Algorithm for identifying correct subset

Question

My raw data is composite, but for simplicity sake let's say they consist of three elements. One might consider a sample set thusly.

[A,a,1]
[A,b,1]
[B,b,1]
[B,b,2]
[C,b,3]
[A,c,3]

I need to create a subset that satisfy two key criteria.

• All combinations of the two last columns is represented (lower case and numeric)
• All upper case (first column) is represented at least once.

... in as few rows as possible. The data is not evenly distributed, meaning that e.g 80 percent of the rows in the input data may have b,1. If that was the case, it would be wasteful to include A,b,1 row, because I would have to include A,a,1 as well in order to make sure that a,1 combination is represented.

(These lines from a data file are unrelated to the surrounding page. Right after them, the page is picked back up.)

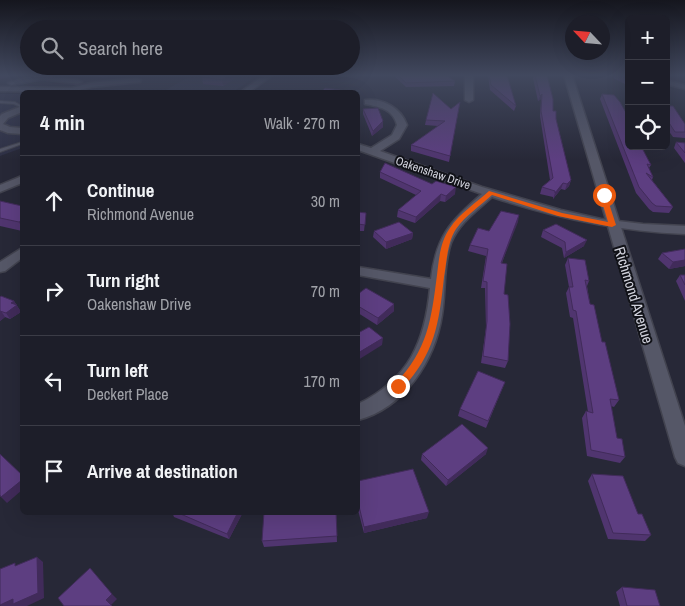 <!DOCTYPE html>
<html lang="en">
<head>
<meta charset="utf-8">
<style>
  :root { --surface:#1d1e29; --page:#252731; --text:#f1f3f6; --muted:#a0a2a8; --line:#3b3c46 }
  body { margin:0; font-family:"Archivo Narrow",sans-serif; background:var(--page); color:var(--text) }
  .controls { position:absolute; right:15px; top:15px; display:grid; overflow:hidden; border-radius:8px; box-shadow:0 5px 20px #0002 }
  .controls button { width:45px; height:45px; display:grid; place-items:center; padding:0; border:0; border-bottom:1px solid var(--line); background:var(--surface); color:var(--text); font:25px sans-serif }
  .compass { position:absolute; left:565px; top:15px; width:45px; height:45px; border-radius:50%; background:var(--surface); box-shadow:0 5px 20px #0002; rotate:296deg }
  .stop { position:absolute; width:15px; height:15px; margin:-11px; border:4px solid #ea580c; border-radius:50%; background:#fff }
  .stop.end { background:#ea580c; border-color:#fff; box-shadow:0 1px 5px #0008 }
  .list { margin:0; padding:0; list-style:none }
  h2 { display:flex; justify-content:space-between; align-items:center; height:65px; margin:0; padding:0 20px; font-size:21px }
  h2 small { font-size:16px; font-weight:400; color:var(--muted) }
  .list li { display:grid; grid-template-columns:32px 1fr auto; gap:15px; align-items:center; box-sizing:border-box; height:90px; padding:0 20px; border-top:1px solid var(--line) }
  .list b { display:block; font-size:19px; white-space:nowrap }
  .list p { margin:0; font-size:16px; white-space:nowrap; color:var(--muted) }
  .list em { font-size:16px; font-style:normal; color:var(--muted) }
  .icon { flex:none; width:28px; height:28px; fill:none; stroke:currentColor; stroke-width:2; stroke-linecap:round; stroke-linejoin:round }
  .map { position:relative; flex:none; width:685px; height:606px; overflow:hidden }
  .search { position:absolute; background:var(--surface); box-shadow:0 5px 20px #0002; left:20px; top:20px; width:340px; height:55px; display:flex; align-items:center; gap:12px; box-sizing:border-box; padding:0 18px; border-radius:28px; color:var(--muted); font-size:19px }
  .panel { position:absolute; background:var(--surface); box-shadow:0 5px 20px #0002; left:20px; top:90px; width:340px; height:425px; border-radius:8px }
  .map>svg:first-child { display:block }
  .built { fill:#2e3045 }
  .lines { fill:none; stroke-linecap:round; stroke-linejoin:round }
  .lane-casing { stroke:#42434f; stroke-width:2 }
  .street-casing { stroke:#42434f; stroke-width:3 }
  .secondary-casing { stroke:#42434f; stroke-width:3 }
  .lane { fill:#555767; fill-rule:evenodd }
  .street { fill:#555767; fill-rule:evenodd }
  .secondary { fill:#555767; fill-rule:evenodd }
  .wall { fill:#50356f }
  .shaded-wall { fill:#412b5a }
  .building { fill:#5d3e81; stroke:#412b5a }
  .route { fill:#ea580c }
  .labels { text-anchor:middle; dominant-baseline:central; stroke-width:4; stroke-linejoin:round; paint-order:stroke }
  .far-street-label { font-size:12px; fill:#d1d2dc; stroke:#111218 }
  .street-label { font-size:15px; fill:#d1d2dc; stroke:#111218 }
</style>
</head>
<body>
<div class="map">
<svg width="685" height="606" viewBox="0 0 685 606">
  <rect width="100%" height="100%" fill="#272837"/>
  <!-- built -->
  <g class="built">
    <polygon points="193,75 258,75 233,92 162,92"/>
    <polygon points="0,94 22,94 22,148 0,156"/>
  </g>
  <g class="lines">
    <defs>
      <g id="lane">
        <polygon points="0,101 15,102 22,106 22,108 14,104 0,103"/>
        <polygon points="22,142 22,144 0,152 0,149"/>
      </g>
      <g id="street">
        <polygon points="40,75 78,80 82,82 78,84 42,79 12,85 8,83"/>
        <polygon points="465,75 473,75 473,100 469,102 465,100"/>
        <polygon points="137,78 141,80 140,82 91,87 72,92 0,91 0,87 72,88 90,83"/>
        <polygon points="666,80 685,85 685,89 666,84"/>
        <path d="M365 100C383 98 401 108 407 125L399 139 380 151 482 187 561 210 601 219 643 224 685 226V234C618 231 555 218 492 197 477 211 459 223 451 243 443 266 446 291 442 315 435 361 404 408 358 420V404C409 379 425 342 430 288L358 275V267L431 279C436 237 450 221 482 194L358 150V144L371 148 392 135 397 125C393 109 380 107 365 104Z"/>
        <polygon points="22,106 22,112 8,118 3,124 10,127 22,128 22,134 8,133 0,130 0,116 2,114"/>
        <polygon points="22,176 22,183 0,192 0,185"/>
      </g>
      <g id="secondary">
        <polygon points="264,75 273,75 249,92 241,92"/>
        <polygon points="564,75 572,75 685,426 685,466 678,463 675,457"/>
        <polygon points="22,248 22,258 5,271 0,272 0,262"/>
      </g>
    </defs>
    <!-- lane casing -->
    <use href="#lane" class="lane-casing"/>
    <!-- street casing -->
    <use href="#street" class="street-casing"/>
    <!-- secondary casing -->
    <use href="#secondary" class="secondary-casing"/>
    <!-- lane -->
    <use href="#lane" class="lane"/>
    <!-- street -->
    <use href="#street" class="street"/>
    <!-- secondary -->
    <use href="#secondary" class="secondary"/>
  </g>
  <!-- wall -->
  <g class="wall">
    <polygon points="86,75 111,75 105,78"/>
    <polygon points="205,75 240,75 223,86 203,84 202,77"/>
    <polygon points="393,75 446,75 455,81 454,86 406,87"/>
    <polygon points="488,75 507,75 516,106 514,111 490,90"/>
    <polygon points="534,75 547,75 553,111 556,119 571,180 569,186 565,190 561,189 553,199 553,197 540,194 542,187 550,180 540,116 541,99 538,101 533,78"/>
    <polygon points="614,75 629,75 629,86 613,78"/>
    <polygon points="666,75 667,75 667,77 668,106 685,124 685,138 673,137 666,127"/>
    <polygon points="602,94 629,146 651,165 649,168 653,177 652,180 673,207 669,213 653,212 649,209 636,193 600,99"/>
    <polygon points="460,102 449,162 411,151 411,145 438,126 425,125 426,120 451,109"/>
    <polygon points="363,109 383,121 383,127 372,136 363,114"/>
    <polygon points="676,142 685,143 685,163 674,148"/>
    <polygon points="380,172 432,184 455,194 445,202 440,201 415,223 397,217 398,210 416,195 380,178"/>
    <polygon points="0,201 22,206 22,231 0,226"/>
    <polygon points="358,212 366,213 364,231 358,231"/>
    <polygon points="519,215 502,263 504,294 508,361 505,368 481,363 486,328 485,288 481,288 486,256 468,251 470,245 489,231"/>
    <polygon points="543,230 584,246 564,258 562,248 541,237"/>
    <polygon points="374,231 413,233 412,239 386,249 373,237"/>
    <polygon points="685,249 685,266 669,269 658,259 662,253"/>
    <polygon points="568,258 589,281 587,286 590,304 619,400 614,407 611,406 617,438 625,457 620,463 587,456 582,418 586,411 588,412 573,318 570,317 566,293 569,287 565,265"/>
    <polygon points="680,275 685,275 685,301 676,281"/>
    <polygon points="358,294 394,304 394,311 377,325 358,313"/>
    <polygon points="0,297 14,301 21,312 10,319 5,317 0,321"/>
    <polygon points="505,382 486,428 458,416 460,409"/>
    <polygon points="422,454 486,454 446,486 421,460"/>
    <polygon points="592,474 638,514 651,535 645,541 608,539 588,481"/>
    <polygon points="358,481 427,518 364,533 358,510"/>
    <polygon points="172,512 243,512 229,539 174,517"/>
    <polygon points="336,512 337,542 264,547 262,541"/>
    <polygon points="622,587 660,606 620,606 616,592"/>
  </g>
  <!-- shaded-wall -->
  <g class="shaded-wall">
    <polygon points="0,75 18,75 0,79"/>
    <polygon points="104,75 111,75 105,78"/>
    <polygon points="229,75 240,75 223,86 222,80"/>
    <polygon points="542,94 541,99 538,101 540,96"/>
    <polygon points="383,121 383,127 372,136 373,131"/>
    <polygon points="571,180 569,186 565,190 567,184"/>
    <polygon points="563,183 561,189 553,199 555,193"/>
    <polygon points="456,187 455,194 445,202 446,196"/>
    <polygon points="441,194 440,201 415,223 416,217"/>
    <polygon points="519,215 518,222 499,270 501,263"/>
    <polygon points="22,220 22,228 19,222"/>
    <polygon points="413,233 412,239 386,249 386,242"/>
    <polygon points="587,240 584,246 564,258 566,252"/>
    <polygon points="685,260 685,266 669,269 673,262"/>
    <polygon points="14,301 21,312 10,319 6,313 11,303"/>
    <polygon points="394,304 394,311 377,325 378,318"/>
    <polygon points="0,311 1,311 5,317 0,321"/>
    <polygon points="383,338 382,345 358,360 358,353"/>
    <polygon points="488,448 486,454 446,486 448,480"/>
    <polygon points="22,480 22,490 7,503 1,497"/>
    <polygon points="238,512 243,512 229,539 227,534"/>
    <polygon points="429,512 427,518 364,533 364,527"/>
    <polygon points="37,557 43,562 44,598 27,606 0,606"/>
    <polygon points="112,594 117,599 111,605 106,600"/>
  </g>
  <!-- building -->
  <g class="building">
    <polygon points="205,75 229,75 222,80 202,77"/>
    <polygon points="398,75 446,75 455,81 406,83"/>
    <polygon points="489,75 507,75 516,106 491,85"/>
    <polygon points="535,75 547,75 553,99 553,111 556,111 556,119 571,180 567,184 563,183 555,193 555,191 542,187 553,178 541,111 542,94 540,96"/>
    <polygon points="619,75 629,75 629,80"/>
    <polygon points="666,76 668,81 668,106 673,106 685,124 685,132 675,132 666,118"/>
    <polygon points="325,88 340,90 338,92 321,92"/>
    <polygon points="433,93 451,109 460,102 450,156 411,145 445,121 426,120"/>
    <polygon points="602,94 614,95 620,102 629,118 629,146 641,146 651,165 647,164 653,177 646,173 673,207 656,206 652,203 639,187"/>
    <polygon points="378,108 383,121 373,131 363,109"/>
    <polygon points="676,142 685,143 685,153"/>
    <polygon points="385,163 432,184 436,181 456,187 446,196 441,194 416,217 398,210 421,191 380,172"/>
    <polygon points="0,201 22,206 22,220 19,222 0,218"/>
    <polygon points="501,211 519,215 501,263 507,264 504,294 508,295 510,324 508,361 483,356 487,321 487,282 483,281 488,249 470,245 478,228 489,231"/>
    <polygon points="358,212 366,213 365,225 358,224"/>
    <polygon points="399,222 413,233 386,242 374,231"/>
    <polygon points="556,224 587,240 566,252 565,242 543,230"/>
    <polygon points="685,249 685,260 673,262 662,253"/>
    <polygon points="568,258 585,260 589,281 585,280 590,304 594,305 602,342 605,342 619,400 610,399 617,438 622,439 625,457 591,450 586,411 593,413 576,311 573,310 569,287 573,287"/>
    <polygon points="680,275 685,275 685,285"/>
    <polygon points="366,288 394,304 378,318 358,306 358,294"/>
    <polygon points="1,296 14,301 11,303 17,305 6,313 0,311 0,297"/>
    <polygon points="369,327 383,338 358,353 358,333"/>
    <polygon points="478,371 505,382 488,421 460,409"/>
    <polygon points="462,424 488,448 448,480 422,454"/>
    <polygon points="0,454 22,475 22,480 1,497 0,495"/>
    <polygon points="413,469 429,512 364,527 358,502 358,481"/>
    <polygon points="592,474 623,476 638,514 642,514 651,535 613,533"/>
    <polygon points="176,512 238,512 227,534"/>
    <polygon points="264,512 336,512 337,536 262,541"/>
    <polygon points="37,557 38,593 13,604 13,599 0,605 0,569 15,563 15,566"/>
    <polygon points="90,568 112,594 106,600 112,606 64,606 58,598"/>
    <polygon points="622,587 655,590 660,606 627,606"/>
  </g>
  <!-- sky -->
  <linearGradient id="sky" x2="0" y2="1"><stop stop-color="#15161e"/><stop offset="0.47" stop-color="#41485e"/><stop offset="1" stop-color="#41485e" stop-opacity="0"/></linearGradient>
  <rect width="685" height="160" fill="url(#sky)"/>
  <!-- route -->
  <path class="route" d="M489 191 562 213 608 222 600 195 606 194 616 225 612 227 558 216 492 195C481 205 465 216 456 229 447 243 447 261 444 277 439 324 435 353 402 389H395V384C428 349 431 321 437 275 439 259 440 242 450 228 459 214 477 202 489 191Z"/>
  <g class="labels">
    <!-- far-street labels -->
    <g class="far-street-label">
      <text transform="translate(433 173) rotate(19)">Oakenshaw Drive</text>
    </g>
    <!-- street labels -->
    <g class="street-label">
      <text transform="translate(634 295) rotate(73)">Richmond Avenue</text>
    </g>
  </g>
</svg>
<div class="controls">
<button>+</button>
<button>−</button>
<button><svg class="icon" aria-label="locate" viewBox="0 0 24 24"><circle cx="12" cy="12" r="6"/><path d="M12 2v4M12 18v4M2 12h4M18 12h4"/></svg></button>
</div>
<svg class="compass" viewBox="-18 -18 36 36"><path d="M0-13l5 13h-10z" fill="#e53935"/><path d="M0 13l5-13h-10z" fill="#a0a2a8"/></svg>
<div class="stop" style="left:604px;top:195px"></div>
<div class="stop end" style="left:398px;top:386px"></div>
<div class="search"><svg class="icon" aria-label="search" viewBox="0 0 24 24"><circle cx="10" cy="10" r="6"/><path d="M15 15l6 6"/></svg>Search here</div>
<section class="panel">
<h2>4 min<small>Walk · 270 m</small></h2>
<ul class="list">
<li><svg class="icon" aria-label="ahead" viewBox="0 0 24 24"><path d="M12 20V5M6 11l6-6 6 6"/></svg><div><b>Continue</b><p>Richmond Avenue</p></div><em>30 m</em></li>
<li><svg class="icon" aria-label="right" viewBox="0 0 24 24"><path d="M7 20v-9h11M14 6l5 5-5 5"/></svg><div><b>Turn right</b><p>Oakenshaw Drive</p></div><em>70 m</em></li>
<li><svg class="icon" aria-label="left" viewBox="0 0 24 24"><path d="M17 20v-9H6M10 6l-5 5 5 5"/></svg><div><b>Turn left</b><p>Deckert Place</p></div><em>170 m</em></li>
<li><svg class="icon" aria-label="arrive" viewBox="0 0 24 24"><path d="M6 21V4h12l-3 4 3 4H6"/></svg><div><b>Arrive at destination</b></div></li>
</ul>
</section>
</div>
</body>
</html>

Though large data, the data is in memory. Accessing and iterating is relatively cheap. The data is static and may be processed over multiple passes .

Language is C#.

I'm not too happy about the title of this question, so if there is any key term that better describes this problem, feel free to comment/edit.

Answer 1

You can solve this by looking for a maximum cardinality matching in a bipartite graph, then covering remaining vertices arbitrarily.

Make a bipartite graph:

• In the left part of the graph, make a vertex for every capital letter.
• In the right part of the graph, make a vertex for every combination of lowercase letter and number.
• For each record, make an edge (which necessarily goes from a vertex on the left to one on the right) corresponding to the two vertices covered by the record.

Now run an algorithm for finding a maximum cardinality matching in a bipartite graph, such as the Hopcroft-Karp maximum flow algorithm. This picks a subset of edges (records) that together cover the most possible distinct combinations of capital letter and (lowercase letter + number). That is, each chosen record hits both a capital letter, and a (lowercase letter + number) pair that are not hit by any other chosen record.

If the matching saturates (touches) every vertex, you have a "perfect" solution! Otherwise, for each remaining vertex, you need to pick a record incident on that vertex -- it doesn't matter which record you pick, because it definitely won't be incident on any untouched vertices on the other side (if it was, then it would have been included in the matching already).